O chique minimalista nas inúmeras marcas registradas da maison, como o pretinho básico, vestidos com cortes, bolsas com alças e até o perfume mais vendido do mundo, consagrou o que é chamado de estilo Chanel. Muito mais que o nome de uma marca, a grife é conhecida e desejada em todas as partes do globo.
“Eu criei um estilo para um mundo inteiro. Vê-se em todas as lojas ‘estilo Chanel’. Não há nada que se assemelhe. Sou escrava do meu estilo. Um estilo não sai da moda; Chanel não sai da moda.” (Gabrielle Bonheur Chanel)
Há quem ame e há quem tenha suas ressalvas sobre Gabrielle Bonheur Chanel e todo seu império. No entanto, é inegável que ela foi uma das mulheres mais revolucionárias tanto para a moda quanto para a cultura e o comportamento da sociedade. Não é à toa que Coco Chanel, como passou a ser chamada na adolescência, é a única designer de moda selecionada na lista das cem pessoas mais influentes do século XX da revista Tempo.
Conheça, a seguir, toda a história da criadora e da criação: Gabrielle “Coco” Chanel e a maison que permanece forte após quase meio século de sua morte (em 10 de janeiro de 1971).
Quem foi Gabrielle Bonheur Chanel?
Não tem como contar a história da grife sem dar destaque à mente brilhante por trás do nome Chanel.

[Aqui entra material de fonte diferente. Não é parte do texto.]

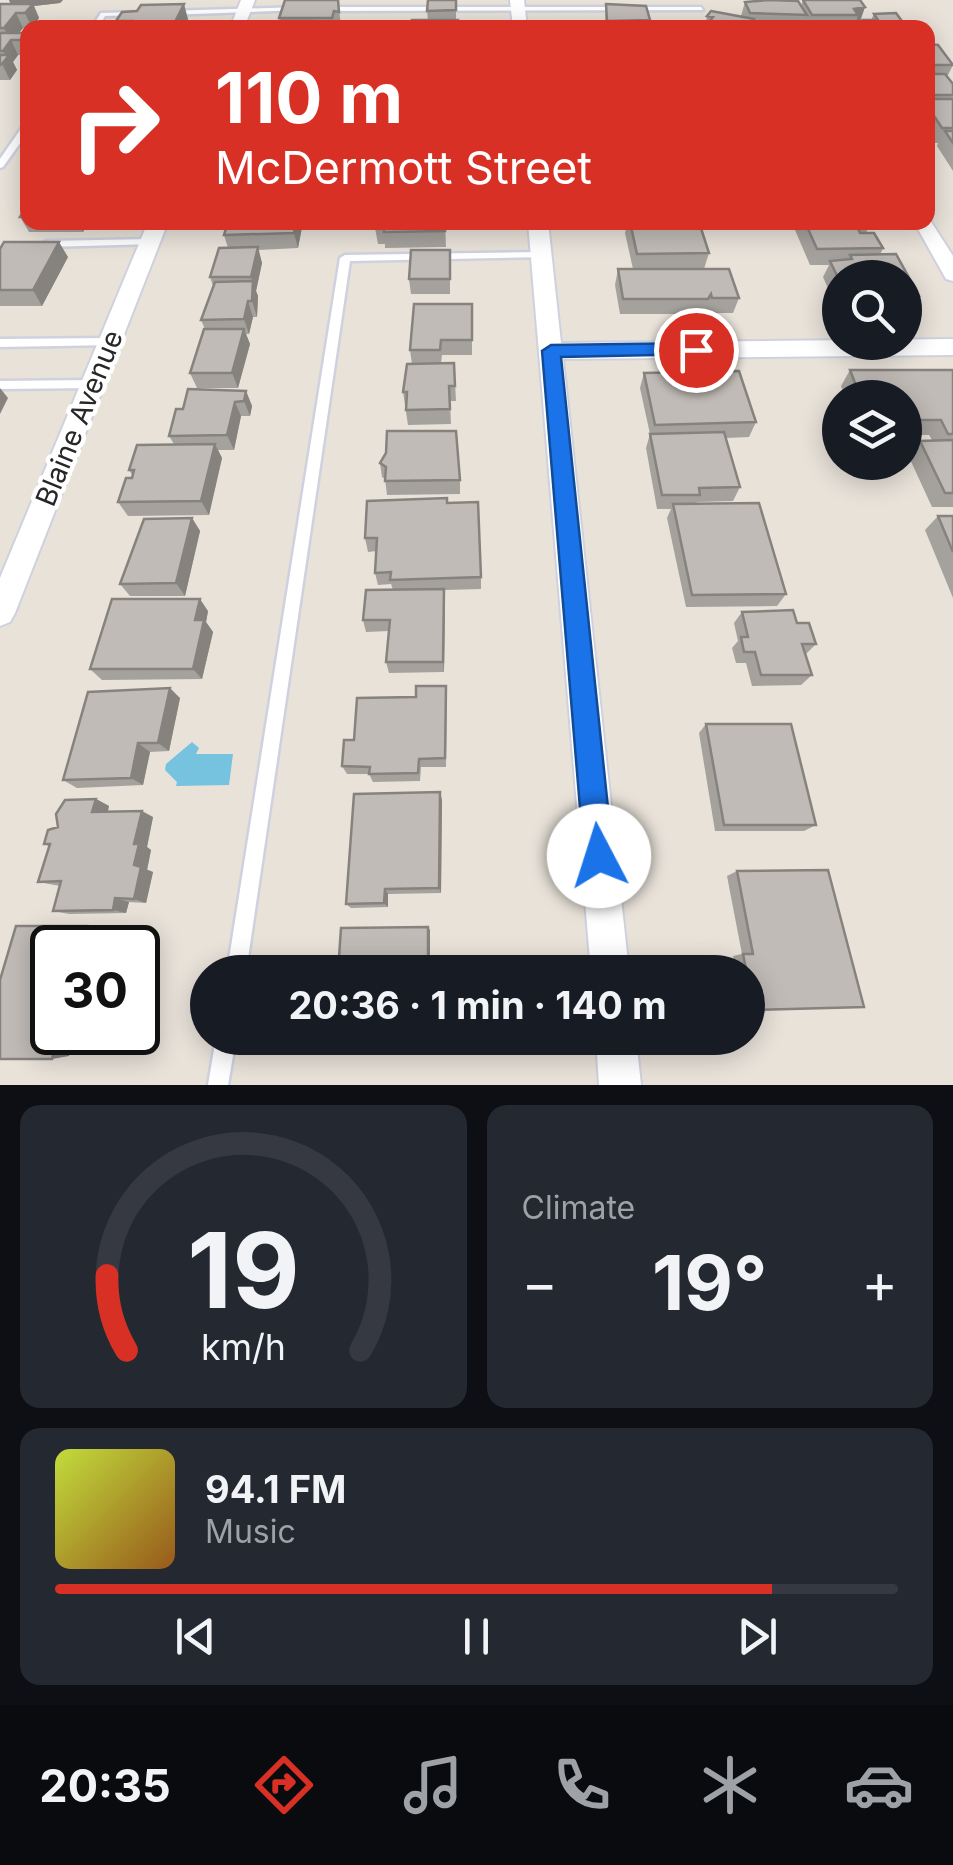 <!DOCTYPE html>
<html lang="en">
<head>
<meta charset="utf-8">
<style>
	body { margin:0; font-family:Inter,sans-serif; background:#242831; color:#f1f3f6; height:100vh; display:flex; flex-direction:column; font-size:38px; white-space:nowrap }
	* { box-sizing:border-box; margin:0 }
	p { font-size:32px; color:#9ea1a6 }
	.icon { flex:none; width:55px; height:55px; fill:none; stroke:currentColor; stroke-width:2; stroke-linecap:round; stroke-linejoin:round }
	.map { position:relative; height:1085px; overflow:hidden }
	.details { display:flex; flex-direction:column; gap:20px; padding:20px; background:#0d0f14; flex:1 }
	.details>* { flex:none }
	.hud { position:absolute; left:20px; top:20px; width:915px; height:210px; border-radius:20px; box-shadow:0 5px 25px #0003; background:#d93025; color:#fff; overflow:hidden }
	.controls { position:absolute; left:822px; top:260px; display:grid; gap:20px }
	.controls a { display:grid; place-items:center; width:100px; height:100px; border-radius:50%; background:#171b24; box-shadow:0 5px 25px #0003; font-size:50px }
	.speed { position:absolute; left:30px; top:925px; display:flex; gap:20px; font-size:50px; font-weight:700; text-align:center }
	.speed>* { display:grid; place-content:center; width:130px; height:130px; border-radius:50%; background:#171b24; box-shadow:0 5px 25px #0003; line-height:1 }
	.speed .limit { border:5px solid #111; border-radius:15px; background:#fff; color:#111 }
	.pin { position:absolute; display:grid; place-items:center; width:85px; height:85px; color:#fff; margin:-42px; border:5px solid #fff; border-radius:50%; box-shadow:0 2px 10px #0007 }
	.me { position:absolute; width:110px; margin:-55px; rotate:355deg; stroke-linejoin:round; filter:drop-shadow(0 0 8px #0008) }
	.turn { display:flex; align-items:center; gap:35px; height:210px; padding:0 30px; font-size:45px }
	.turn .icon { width:130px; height:130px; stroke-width:2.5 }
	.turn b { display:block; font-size:70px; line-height:85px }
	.big { font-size:75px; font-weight:700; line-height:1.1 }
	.details .widget { flex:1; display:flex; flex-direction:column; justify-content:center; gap:15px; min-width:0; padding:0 35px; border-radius:20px; background:#242831 }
	.details .dial { align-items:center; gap:0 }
	.dial svg { height:260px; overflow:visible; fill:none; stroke:#363941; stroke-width:7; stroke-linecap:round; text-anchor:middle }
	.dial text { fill:#f1f3f6; stroke:none }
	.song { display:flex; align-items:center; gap:30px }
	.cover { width:120px; height:120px; border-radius:15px; background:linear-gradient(135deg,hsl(70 70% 55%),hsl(30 70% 35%)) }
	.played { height:10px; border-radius:5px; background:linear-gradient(90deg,#d93025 85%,#363941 85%) }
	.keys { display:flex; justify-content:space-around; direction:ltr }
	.heat { display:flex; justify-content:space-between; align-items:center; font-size:55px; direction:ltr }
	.details .tiles { flex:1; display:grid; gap:20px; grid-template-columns:1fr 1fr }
	.widget:last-child { grid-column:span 2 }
	.trip { position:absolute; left:190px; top:955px; width:575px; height:100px; border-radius:50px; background:#171b24; box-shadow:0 5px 25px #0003; font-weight:700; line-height:100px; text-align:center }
	.tabs { display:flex; height:160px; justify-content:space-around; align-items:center; background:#090b0e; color:#9ea1a6 }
	.tabs .icon { width:70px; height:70px }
	.tabs .on { color:#d93025 }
	.tabs b { font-size:45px; color:#f1f3f6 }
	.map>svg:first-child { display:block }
</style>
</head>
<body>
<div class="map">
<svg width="953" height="1085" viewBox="0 0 953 1085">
	<rect width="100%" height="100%" fill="#e8e2d9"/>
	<!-- water -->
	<path fill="#76c3e0" d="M192,742L199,748L196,754H233L229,785L176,786L177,782L165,770L166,764Z"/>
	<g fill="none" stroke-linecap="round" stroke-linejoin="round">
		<defs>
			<path id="lane" d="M301,7L303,10L167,15L163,13L167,11Z
				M701,7L703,10L322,11L318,9L322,7Z
				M136,12L138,15L105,16L98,28H91L101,13Z
				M25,123H28V132L3,167L0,168V159Z
				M150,239L155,242L154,244L46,247L41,244L46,241Z
				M542,252L546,253V257L350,261L246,972H227L340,258L345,255Z
				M109,338L113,339V345L0,347V339Z
				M93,380L99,384L93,388L0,389V381Z
				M216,1038H236L228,1085H208Z"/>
			<path id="street" d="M241,0H255L244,28H230Z
				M510,0H524L527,28H513Z
				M928,217L953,256V281L946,279L914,222H928Z
				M148,222H168L15,613L10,622L0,626V578Z
				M528,222H548L561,343L953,339V355L563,359L629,972H591Z
				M596,1038H636L641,1085H599Z"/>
		</defs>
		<!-- lane casing -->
		<use href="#lane" stroke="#cfd2de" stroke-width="5"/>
		<!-- street casing -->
		<use href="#street" stroke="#cfd2de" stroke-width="4"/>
		<!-- lane -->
		<use href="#lane" fill="#fff" fill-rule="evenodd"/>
		<!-- street -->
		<use href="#street" fill="#fff" fill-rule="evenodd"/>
	</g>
	<!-- wall -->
	<path fill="#a5a19d" d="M9,0H63L60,3L34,6L39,18L32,28H23L18,33H23L28,30V55H18L13,62L17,70L10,80H0V4H11Z
		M338,0L341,26L281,28L279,18Z
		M456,0V20H428L427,11Z
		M803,0L865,7L860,21L856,22L854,28H806L804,24L802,28H705L707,16H741L745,2L801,6Z
		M606,4L650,20L648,28H605Z
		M874,14L907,28H860L863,20H871Z
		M188,19L184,28H119L116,21Z
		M928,44L953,65L947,77L953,84V171L937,146L938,143H934L928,134Z
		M28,204V222H88L83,232H29L20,217Z
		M303,222L298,248L258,250L262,263L256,291L258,296L257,317H253L249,334H246L250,344L238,388H197L190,373L205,329L201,320L213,286L210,277L228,248L224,235Z
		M445,222L446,247L385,248V244H378L375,228Z
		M628,222H699L709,253L704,269L739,298L733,313H707L706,310L703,314H620L615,285L618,269H633L625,233Z
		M798,222H868L869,226L866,233H874L883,248L880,255L896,254L919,296L909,312H905V278H840L839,313L823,277L829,265H810L795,230Z
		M0,249L68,257L42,306H0Z
		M450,250V294H411L409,279Z
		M472,304V355H442L441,363H454L456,401H450L451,424L408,425L403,392L412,364L410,350Z
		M850,370H953V507H932L908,455L920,441L932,440L929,435H905V398H845L841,386Z
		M644,373L756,422L749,437L726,438L740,487L733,501L697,502L696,504L786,594L777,606L686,607L667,518L671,509H657L646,448L650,434L640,388Z
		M246,391L252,406L250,416H241L234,450H218L222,458L209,515L128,516L118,502L133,476L129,470L174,444L169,436L183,409Z
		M380,463L460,480V494L387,495L385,479L382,477Z
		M447,503L481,577V589L444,590V672L389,673L386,662L389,631L366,632L363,620L393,590L391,584L378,585L375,573L377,551L368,552L365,538Z
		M938,516H953V598L925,530Z
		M192,518L200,531L185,596H130L120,584Z
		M208,611L206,622L213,632L202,679L102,680L90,669Z
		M742,612L797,623L816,644L805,655L812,675L801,685L752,686L746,663H736L732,648L738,641L734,623Z
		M447,696L446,767H421L420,781L373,782L369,774H347L342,766L354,740Z
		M180,698L169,751L150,752L143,785L77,788L63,780Z
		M706,724L816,825L804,831H715L699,733Z
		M96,799L109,806L108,811L153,817L147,847L151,850L147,870L153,872L146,903L129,902L126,913L69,914L53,911L60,886L38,882L49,846L44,844Z
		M442,800L441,893L388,894V907L351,908L346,904Z
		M737,871L864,1007L748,1009V972H736L733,956L742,954L727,876Z"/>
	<!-- shaded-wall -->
	<path fill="#86837f" d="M9,0H63L60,3L34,6L39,18L32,28L25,13L12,7Z
		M184,4L188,19L184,28H172Z
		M865,7L860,21L856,22L858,15L854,9Z
		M16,13L23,28L12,42L18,55L13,62L17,70L10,80L2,64L7,58L3,51L10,42L4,28Z
		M78,222H88L83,232Z
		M296,222H303L298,248L294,233Z
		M59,242L68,257L42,306L33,290Z
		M258,247L262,263L256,291L258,296L257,317L252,301L253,283L251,277Z
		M248,301L253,317L249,334L244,319Z
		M244,329L250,344L238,388L232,373Z
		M0,388L8,398L0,414Z
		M246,391L252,406L250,416L244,401Z
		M235,402L241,416L234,450L227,435Z
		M215,444L222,458L209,515L201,501Z
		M192,518L200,531L185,596L176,583Z
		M444,589L445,602L444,672L443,662Z
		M200,599L208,611L206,622L213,632L202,679L193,669L195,620Z
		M170,688L180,698L169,751L158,743Z
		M138,743L150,752L143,785L131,778Z
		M440,792L442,800L441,893L439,888Z
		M96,799L109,806L106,818L92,812Z
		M142,811L153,817L147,847L151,850L147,870L134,865V844Z
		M141,867L153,872L146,903L134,899Z
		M385,889L388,894V907L384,903Z
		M115,898L129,902L126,913L113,910Z
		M87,926L102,929L97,948H82Z
		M428,927L430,930V969L428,967Z
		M58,1032H75L69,1056L52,1059Z"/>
	<!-- building -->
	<path fill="#c0bbb6" stroke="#86837f" stroke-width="2.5" d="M285,0H338L339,12L334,11L332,18H279Z
		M428,0H456V10L427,11Z
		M769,0L798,1L807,15L750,13L745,2Z
		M803,0H860L865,7L854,9L858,15H812Z
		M0,4H33L25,13H16L4,28H0Z
		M184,4L172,28H129L132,21H116L122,12L137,11L141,5Z
		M606,4L646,6L650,20L607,21Z
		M711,11L754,19L750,28H705L713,17L707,16Z
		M896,13L907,28H869L863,20H878L874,14Z
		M412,20H458V28H413Z
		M283,21H312L311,28H281Z
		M25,30H28V40H11L3,51H0V33H23Z
		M928,44L938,45L953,65H928Z
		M0,55H9L2,64L0,65Z
		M928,74H945L953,84V95H928Z
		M928,99H953V128H942L928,107Z
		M945,131H953V143Z
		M28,204V217H20Z
		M228,222H296L294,233L224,235Z
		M376,222H445V231L384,232V228H375Z
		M630,222H699L709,253L637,254Z
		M805,222H868L869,226H857L860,233H874L883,248L817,249Z
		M4,242H59L33,290H0V249Z
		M258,247L251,277H210L219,248Z
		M411,250H450V279H409Z
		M896,254L919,296L905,297V278H840V282L830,261L852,259L850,255Z
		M618,269H729L739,298H712L711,294L708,299H623Z
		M253,281L252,301H248L244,319L201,320L215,282Z
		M414,304H472V340H441L440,350H410Z
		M204,329H244L232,373H190Z
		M454,363L455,386H449L450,409L406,410L407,392H403L407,364Z
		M850,370H953V434H948L941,420H905V398L860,396Z
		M739,371L756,422L655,425L644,373Z
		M188,389L246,391L244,401L235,402L227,435L169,436L176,409H183Z
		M387,431H456L460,480L385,481L386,467L380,463L386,453Z
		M724,432L740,487L699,488L700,495H662L650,434Z
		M953,440V493H945L920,441Z
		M215,444L201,501L118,502L126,478H132L134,470H129L137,445Z
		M447,498V503L478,502L481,577L390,580L391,572L375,573L377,538H365L367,501Z
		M759,503L786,594L692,595L673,504Z
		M938,516H953V552Z
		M192,518L176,583L120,584L144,519Z
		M444,589L443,662H386L390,620H363L366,590Z
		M112,599H200L195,620H204L193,669H90Z
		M793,610L797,623H809L816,644H802L812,675H761L755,652H744L741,637H748L742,612Z
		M416,686H446L445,758L419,759L418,773L369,774L370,767L342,766L344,740H354L357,698L416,697Z
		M170,688L158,743H138L131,778L63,780L88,692Z
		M706,724H791L816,825H724Z
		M440,792L439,888L385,889L384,903L346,904L354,794Z
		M96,799L92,812L142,811L134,844H139L134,865L141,867L134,899L115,898L113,910L53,911L61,881L38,882L50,844H44L48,830L58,827L56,814L65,800Z
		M828,870L864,1007L754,1010L743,954H753L737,871Z
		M16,926H87L82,948H52V1032H58L52,1059H0V980Z
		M428,927V967H442V972H338L341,928Z
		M340,1038H441V1049L339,1050Z"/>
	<!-- route -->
	<path fill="#1a73e8" stroke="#114b97" stroke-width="2.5" d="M696,343L705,350L702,354L561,357L613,856L609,866L599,871L588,866L584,856L542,351L551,345Z"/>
	<g text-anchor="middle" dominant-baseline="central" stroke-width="9" stroke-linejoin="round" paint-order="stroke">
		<!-- street labels -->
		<g font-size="28" fill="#272727" stroke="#fff">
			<text transform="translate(79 418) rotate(-68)">Blaine Avenue</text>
		</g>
	</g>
</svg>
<div class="controls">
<a><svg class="icon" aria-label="search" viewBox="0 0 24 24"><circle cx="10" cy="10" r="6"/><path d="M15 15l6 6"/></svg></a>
<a><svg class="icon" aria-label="layers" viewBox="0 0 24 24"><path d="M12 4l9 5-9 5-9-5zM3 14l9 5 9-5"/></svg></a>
</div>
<div class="speed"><div class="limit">30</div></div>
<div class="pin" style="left:696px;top:350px;background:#d93025"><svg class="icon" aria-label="arrive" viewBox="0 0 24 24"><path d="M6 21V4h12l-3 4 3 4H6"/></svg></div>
<svg class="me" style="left:599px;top:856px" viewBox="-20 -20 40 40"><circle r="19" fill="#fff"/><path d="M0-13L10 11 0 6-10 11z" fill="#1a73e8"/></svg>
<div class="trip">20:36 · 1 min · 140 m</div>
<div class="hud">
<div class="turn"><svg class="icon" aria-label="right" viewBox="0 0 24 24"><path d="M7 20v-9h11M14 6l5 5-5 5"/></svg><div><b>110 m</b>McDermott Street</div></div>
</div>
</div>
<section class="details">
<div class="tiles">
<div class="widget dial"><svg viewBox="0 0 100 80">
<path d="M14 69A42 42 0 1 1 86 69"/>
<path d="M14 69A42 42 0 0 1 8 46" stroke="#d93025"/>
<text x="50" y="56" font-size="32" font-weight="700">19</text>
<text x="50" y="72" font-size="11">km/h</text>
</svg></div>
<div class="widget"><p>Climate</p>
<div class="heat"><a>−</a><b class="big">19°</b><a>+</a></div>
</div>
<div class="widget">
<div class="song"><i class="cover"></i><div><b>94.1 FM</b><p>Music</p></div></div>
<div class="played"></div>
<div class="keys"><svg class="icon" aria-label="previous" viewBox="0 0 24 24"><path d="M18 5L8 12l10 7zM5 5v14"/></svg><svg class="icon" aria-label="pause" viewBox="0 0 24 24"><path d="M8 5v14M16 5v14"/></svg><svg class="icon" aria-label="next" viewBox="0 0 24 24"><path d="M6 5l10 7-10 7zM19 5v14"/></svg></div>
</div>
</div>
</section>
<nav class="tabs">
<b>20:35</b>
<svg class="icon on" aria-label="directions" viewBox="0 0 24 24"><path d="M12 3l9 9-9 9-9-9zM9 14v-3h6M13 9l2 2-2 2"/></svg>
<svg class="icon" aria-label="music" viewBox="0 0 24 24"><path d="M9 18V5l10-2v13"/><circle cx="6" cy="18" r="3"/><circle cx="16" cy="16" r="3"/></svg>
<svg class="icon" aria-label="phone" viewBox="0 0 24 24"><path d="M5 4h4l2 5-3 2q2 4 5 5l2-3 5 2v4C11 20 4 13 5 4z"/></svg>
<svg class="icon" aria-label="climate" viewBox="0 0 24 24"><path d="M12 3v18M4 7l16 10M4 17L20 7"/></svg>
<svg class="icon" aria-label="car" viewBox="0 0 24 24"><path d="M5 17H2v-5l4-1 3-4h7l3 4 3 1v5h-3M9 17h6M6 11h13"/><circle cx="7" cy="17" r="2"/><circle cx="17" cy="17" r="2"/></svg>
</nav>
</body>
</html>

A história de Gabrielle Bonheur Chanel é repleta de reviravoltas, a começar pela sua infância. Na tentativa de blindar os olhares para seu passado humilde e sem glamour, a designer contava diferentes histórias sobre sua origem. A verdade é que Gabrielle era filha de uma lavadeira que morreu de tuberculose e de um pai que abandonou a família. Aos doze anos, ela e suas irmãs foram colocadas em um orfanato de freiras.
Por que Coco Chanel?
Gabrielle foi transferida para um pensionato aos 18 anos, mas a vida simples da cidade interiorana não condizia com suas ambições. No centro da França, na cidade de Moulins, a estilista trabalhou em um cabaré chamado Café Beuglant de la Rotonde.
É lá que nasce o nome pela qual ficou conhecida até morrer. As canções “Ko-ko-ki-ko” e “Qui qu’a vu Coco”, que a jovem cantava no local, chamaram a atenção dos galantes militares do 10º Regimento de Cavalaria, que apelidaram a moça de Coco. Sob esse nome, Gabrielle Chanel conquistou milhares de vitrines ao redor do mundo.
O tailleur, uma marcas registradas do estilo Chanel
A visão à frente de seu tempo sempre foi um dos pontos fortes de Coco Chanel. A marca que carrega seu nome trouxe inovação muito além da moda, marcando aspectos culturais e sociais com suas tendências.
O tailleur começou a fazer parte da vida de Chanel cedo. Já no começo do século XX, há documentos que mostram Chanel com casacos e saias escuros e compridos. Vestia a peça também nas corridas a cavalo a que ia como companhia de Etienne Balsan. Depois, incorporou para si modelos mais curtos em cores contrastantes e com debruns, feitos de tweed ou buclê. As duas peças mais icônicas da moda tornaram-se peças-chave nos anos 1950, quando Mademoiselle reabriu sua maison, em 1954, após a Segunda Guerra Mundial.
Os tailleurs de Chanel receberam críticas por parte dos franceses no período de reabertura, mas tiveram apoio firme e forte das mulheres do outro lado do Atlântico. É por isso que o conjuntinho mantém-se até hoje na moda – com adaptações feitas com o passar do tempo, naturalmente.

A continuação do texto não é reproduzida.